The issue's first paper, by Yuliya Baranova, Zijun Liu and Joseph Noss from the Bank of England, finds that a reduction in the willingness of market participants to act as intermediaries in collateral markets will likely lead to adverse consequences for market functioning and financial stability.

Our second paper is from the Reserve Bank of Australia and is one of the first to estimate the collateral reuse rate in Australia via a survey on collateral activity. The authors, Belinda Cheung, Mark Manning and Angus Moore, find that the reuse rate is lower now, in 2016, than it was in 2014.

The third paper in the issue, from Alexander Müller, Jan Paulick, Jan Fichtner and Hubert Wittenmayer from Deutsche Bundesbank, provides a snapshot of collateral submitted from 2008 to 2016 via different mobilization channels, and summarizes how submission of collateral shifted during times of crisis and then again due to monetary policy decisions.

The issue's fourth paper, from Manmohan Singh, reiterates that collateral does not flow through a vacuum; it needs (on- or off-) balance sheet space to move within the financial system, and ad hoc allocation of balance sheet space by central banks is not conducive to monetary policy transmission.

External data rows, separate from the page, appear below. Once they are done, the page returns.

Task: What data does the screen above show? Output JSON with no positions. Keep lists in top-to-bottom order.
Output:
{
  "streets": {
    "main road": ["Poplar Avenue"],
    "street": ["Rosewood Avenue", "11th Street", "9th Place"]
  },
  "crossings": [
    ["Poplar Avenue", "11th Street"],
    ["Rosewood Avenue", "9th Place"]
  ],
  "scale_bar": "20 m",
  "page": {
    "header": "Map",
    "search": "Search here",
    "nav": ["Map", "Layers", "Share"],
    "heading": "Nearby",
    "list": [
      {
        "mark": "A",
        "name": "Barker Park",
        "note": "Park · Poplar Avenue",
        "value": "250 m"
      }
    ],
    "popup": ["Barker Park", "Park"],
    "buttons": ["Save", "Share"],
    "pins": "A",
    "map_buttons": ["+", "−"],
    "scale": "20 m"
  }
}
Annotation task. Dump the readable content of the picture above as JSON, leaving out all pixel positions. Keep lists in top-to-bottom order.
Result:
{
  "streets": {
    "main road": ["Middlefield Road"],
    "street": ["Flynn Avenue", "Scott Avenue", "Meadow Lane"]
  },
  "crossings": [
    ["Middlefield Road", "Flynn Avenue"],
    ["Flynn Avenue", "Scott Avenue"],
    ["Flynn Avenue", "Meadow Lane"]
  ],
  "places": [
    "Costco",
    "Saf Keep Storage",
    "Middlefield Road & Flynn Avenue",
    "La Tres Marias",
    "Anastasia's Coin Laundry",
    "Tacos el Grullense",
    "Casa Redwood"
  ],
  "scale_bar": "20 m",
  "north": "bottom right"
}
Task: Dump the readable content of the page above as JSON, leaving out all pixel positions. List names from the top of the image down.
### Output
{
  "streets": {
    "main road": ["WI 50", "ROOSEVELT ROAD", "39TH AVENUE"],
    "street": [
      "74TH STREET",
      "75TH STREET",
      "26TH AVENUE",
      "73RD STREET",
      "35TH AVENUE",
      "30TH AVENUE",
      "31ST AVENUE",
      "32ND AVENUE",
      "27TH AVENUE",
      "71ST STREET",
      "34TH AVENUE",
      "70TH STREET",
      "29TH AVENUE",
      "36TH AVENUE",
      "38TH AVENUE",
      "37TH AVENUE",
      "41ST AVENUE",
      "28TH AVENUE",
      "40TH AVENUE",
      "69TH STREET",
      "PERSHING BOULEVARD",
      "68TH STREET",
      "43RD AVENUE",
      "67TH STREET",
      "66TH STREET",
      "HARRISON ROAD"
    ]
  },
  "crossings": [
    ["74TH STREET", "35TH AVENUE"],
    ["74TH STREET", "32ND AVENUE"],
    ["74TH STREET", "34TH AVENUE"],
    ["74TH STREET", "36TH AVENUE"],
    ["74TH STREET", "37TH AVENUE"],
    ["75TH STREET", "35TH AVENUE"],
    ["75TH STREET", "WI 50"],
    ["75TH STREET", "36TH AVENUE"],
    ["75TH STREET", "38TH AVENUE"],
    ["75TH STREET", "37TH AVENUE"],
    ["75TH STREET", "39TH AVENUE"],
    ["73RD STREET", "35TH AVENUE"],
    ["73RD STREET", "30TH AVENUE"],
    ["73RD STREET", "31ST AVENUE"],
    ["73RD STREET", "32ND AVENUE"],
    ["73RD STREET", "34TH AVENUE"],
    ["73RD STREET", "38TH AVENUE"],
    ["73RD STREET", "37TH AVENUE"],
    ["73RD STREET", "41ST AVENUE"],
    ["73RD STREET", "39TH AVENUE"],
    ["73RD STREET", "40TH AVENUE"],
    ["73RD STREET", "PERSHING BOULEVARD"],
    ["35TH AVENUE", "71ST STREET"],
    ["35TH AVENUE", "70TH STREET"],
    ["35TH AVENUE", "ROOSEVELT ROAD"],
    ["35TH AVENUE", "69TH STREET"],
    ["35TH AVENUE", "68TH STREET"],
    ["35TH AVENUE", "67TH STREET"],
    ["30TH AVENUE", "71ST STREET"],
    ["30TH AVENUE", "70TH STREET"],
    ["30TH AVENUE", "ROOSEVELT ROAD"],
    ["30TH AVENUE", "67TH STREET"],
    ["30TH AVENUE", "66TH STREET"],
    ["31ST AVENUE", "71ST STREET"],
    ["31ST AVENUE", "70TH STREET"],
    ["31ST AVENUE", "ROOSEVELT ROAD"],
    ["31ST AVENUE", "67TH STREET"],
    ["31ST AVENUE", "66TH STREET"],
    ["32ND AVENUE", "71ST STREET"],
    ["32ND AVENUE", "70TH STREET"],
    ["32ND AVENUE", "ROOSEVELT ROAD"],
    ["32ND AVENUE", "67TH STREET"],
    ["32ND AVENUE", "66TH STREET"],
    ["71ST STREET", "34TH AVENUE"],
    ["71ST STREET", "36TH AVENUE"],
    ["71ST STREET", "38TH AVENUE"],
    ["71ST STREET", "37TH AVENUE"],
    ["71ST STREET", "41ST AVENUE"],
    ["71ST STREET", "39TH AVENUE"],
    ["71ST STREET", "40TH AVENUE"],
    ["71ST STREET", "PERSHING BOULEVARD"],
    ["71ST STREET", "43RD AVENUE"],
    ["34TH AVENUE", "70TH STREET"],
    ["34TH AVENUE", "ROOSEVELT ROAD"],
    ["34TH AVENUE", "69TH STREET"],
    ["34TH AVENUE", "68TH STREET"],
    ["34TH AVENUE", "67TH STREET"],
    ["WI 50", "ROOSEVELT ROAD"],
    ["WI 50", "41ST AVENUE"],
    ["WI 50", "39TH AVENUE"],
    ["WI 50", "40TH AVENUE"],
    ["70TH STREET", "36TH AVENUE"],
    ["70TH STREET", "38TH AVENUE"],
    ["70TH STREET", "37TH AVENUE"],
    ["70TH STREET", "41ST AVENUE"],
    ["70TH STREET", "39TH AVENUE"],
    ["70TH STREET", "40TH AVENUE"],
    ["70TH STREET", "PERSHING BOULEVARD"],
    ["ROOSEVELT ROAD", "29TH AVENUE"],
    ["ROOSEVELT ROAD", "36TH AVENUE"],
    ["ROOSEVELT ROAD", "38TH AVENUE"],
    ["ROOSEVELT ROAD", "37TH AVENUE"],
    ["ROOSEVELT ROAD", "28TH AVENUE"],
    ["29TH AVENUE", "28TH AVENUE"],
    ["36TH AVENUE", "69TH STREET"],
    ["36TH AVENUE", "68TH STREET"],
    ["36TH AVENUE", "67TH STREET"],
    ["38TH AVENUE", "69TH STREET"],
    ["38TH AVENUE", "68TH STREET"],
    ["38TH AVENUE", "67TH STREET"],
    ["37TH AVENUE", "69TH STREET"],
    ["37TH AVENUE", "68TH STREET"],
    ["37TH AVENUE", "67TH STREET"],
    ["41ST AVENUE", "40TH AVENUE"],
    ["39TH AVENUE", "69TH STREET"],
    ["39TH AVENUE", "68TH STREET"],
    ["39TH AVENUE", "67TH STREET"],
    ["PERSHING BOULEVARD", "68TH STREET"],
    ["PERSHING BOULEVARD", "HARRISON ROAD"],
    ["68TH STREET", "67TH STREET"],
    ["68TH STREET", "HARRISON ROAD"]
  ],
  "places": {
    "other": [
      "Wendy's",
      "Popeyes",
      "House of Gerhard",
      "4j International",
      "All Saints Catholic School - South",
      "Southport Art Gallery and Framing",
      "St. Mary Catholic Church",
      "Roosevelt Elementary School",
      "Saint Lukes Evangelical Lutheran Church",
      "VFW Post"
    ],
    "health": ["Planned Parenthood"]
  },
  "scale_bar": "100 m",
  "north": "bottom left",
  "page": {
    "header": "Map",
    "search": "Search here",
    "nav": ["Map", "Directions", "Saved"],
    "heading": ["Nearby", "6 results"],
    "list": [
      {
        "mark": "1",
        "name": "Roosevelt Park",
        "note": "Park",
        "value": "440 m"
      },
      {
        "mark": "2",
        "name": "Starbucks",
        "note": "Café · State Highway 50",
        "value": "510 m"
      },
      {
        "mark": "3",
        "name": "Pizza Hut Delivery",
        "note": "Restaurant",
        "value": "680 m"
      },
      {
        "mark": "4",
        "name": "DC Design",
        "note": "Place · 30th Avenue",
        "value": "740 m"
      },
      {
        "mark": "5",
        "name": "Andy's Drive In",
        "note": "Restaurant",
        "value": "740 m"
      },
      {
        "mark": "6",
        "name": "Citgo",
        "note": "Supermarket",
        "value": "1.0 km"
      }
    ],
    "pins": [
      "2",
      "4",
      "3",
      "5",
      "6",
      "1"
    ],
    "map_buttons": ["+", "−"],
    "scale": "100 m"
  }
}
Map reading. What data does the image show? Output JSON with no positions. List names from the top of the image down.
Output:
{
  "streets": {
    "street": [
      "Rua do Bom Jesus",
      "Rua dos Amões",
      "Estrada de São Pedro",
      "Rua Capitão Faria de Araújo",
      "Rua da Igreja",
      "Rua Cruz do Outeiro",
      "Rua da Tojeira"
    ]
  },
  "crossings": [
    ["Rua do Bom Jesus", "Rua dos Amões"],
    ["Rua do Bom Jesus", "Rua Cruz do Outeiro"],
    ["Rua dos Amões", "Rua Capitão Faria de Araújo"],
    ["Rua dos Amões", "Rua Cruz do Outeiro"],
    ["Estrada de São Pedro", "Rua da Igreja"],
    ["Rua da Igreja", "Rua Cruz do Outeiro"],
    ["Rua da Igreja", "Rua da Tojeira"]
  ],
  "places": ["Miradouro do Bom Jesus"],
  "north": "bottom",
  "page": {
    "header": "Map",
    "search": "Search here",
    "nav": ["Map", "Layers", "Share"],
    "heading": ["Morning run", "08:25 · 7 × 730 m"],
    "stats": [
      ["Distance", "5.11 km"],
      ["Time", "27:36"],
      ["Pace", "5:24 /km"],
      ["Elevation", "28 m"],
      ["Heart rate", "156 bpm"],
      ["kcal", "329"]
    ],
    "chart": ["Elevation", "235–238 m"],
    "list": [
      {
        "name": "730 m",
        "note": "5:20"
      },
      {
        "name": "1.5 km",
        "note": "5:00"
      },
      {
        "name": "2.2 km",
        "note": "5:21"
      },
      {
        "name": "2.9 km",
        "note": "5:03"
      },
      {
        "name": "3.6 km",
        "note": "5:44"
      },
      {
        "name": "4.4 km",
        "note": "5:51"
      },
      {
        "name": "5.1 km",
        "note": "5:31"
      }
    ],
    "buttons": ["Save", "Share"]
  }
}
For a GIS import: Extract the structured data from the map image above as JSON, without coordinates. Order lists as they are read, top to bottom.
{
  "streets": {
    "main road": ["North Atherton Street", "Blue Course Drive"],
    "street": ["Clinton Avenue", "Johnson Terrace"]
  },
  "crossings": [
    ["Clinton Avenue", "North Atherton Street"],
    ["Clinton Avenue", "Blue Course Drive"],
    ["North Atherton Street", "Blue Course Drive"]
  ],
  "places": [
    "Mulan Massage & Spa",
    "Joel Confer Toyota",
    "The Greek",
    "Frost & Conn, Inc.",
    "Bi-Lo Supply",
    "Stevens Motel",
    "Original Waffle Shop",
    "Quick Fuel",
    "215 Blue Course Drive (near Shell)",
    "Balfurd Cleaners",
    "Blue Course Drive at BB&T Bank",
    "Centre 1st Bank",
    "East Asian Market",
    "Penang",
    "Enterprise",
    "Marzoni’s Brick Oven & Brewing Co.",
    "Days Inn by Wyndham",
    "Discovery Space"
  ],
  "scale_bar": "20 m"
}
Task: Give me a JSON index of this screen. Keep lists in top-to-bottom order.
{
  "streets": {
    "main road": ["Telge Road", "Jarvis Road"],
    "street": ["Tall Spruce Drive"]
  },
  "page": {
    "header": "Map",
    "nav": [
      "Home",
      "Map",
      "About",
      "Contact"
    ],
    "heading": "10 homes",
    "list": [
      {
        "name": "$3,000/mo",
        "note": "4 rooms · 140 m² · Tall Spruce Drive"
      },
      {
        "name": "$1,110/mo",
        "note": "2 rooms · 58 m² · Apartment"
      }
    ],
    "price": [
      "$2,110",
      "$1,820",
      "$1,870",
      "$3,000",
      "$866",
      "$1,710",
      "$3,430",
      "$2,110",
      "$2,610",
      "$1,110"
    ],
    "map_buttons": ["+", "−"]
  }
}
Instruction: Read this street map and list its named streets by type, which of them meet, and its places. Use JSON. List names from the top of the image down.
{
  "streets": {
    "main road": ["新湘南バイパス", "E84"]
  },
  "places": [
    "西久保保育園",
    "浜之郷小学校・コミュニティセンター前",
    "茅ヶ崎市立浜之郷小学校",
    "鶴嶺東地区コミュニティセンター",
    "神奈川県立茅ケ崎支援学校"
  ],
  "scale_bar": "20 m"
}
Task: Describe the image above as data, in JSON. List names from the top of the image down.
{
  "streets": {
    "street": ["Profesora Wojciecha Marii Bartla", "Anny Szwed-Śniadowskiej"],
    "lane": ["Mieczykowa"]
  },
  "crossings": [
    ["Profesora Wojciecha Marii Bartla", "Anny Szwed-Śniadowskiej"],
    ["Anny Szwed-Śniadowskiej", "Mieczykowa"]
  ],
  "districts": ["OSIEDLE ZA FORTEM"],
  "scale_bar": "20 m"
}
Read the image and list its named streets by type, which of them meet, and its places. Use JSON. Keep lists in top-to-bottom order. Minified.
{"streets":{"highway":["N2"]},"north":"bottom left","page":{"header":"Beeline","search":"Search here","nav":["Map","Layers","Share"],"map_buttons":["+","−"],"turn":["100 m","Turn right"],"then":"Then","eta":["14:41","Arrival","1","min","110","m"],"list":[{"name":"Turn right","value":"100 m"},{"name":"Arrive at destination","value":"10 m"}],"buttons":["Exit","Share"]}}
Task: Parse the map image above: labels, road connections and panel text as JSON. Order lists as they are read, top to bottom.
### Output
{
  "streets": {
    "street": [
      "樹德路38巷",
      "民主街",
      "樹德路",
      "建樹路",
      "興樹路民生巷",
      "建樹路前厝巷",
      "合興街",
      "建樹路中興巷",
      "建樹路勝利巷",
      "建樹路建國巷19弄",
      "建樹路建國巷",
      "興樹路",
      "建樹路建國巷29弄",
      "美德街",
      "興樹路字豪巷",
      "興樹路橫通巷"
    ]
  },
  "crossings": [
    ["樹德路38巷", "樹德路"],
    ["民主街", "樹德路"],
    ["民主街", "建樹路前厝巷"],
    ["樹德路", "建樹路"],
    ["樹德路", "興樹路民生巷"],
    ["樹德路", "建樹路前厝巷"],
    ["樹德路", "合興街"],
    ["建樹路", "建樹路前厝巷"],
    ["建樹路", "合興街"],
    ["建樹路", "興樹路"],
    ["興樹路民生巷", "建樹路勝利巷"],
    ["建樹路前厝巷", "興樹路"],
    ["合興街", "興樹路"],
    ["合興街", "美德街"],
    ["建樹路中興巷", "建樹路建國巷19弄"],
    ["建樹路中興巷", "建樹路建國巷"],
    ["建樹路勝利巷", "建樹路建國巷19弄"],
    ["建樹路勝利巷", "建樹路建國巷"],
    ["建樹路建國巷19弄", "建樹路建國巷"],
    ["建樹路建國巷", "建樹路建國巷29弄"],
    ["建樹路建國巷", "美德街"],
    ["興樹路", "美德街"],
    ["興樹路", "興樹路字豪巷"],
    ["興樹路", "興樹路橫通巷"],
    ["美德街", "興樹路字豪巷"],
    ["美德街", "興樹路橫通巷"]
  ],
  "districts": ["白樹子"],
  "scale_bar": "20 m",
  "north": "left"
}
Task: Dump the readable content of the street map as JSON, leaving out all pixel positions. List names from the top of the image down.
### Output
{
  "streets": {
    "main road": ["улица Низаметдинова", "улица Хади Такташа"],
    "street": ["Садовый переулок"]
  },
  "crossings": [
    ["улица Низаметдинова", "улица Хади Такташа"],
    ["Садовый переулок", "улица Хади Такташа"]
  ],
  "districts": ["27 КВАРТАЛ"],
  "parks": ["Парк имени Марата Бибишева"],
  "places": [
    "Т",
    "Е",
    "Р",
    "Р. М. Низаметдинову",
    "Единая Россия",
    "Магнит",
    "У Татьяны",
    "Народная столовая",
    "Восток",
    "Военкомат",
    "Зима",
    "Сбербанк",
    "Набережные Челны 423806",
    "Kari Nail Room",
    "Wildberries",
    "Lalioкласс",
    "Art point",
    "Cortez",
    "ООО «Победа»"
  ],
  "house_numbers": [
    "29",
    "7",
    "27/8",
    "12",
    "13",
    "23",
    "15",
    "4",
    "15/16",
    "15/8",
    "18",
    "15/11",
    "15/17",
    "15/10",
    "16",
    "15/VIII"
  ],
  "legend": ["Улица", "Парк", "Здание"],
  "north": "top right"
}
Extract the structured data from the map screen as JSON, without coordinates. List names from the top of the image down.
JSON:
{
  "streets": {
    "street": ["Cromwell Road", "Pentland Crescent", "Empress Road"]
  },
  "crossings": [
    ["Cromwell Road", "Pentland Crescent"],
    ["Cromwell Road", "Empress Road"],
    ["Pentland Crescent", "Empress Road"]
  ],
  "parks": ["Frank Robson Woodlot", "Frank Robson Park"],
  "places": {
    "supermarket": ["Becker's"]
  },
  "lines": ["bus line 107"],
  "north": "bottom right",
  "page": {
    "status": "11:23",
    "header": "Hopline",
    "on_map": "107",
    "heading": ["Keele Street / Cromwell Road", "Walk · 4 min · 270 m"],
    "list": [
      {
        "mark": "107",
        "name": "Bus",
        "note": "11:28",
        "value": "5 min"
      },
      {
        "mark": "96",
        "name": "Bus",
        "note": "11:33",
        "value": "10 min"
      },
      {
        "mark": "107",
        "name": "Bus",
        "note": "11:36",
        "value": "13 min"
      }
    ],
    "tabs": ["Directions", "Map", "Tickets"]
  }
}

In the past few years, in several dissertations (including job market papers) and policy papers, researchers have tried to provide macro-foundations for the financial plumbing of the market. An example is our fifth paper by Ameya Muley from the MIT economics department (it forms part of his dissertation) and it provides the theory behind the plumbing, concluding that when central banks remove good collateral from the market this leads to lower investment and lower aggregate output in the economy. Thus, from a policy perspective, exhausting policy rates first (including below-zero rates) may be more effective than siloing good collateral when scarce.

The issue's final paper is from Charles M. Kahn and Hyejin Park from the University of Illinois at Urbana-Champaign. The authors model the asymmetry between collateral values to the parties in the collateral chain: a reason why hedge funds resort to rehypothecation of their assets with their prime broker rather than an outright sale in the market to fund their positions. In this more analytical paper it is highlighted that collateral reuse can be socially beneficial if the costs of misallocation are not significant.

I hope the readers of The Journal of Financial Market Infrastructures will attempt to journey into uncharted waters, especially since global financial markets are currently truly at a crossroads.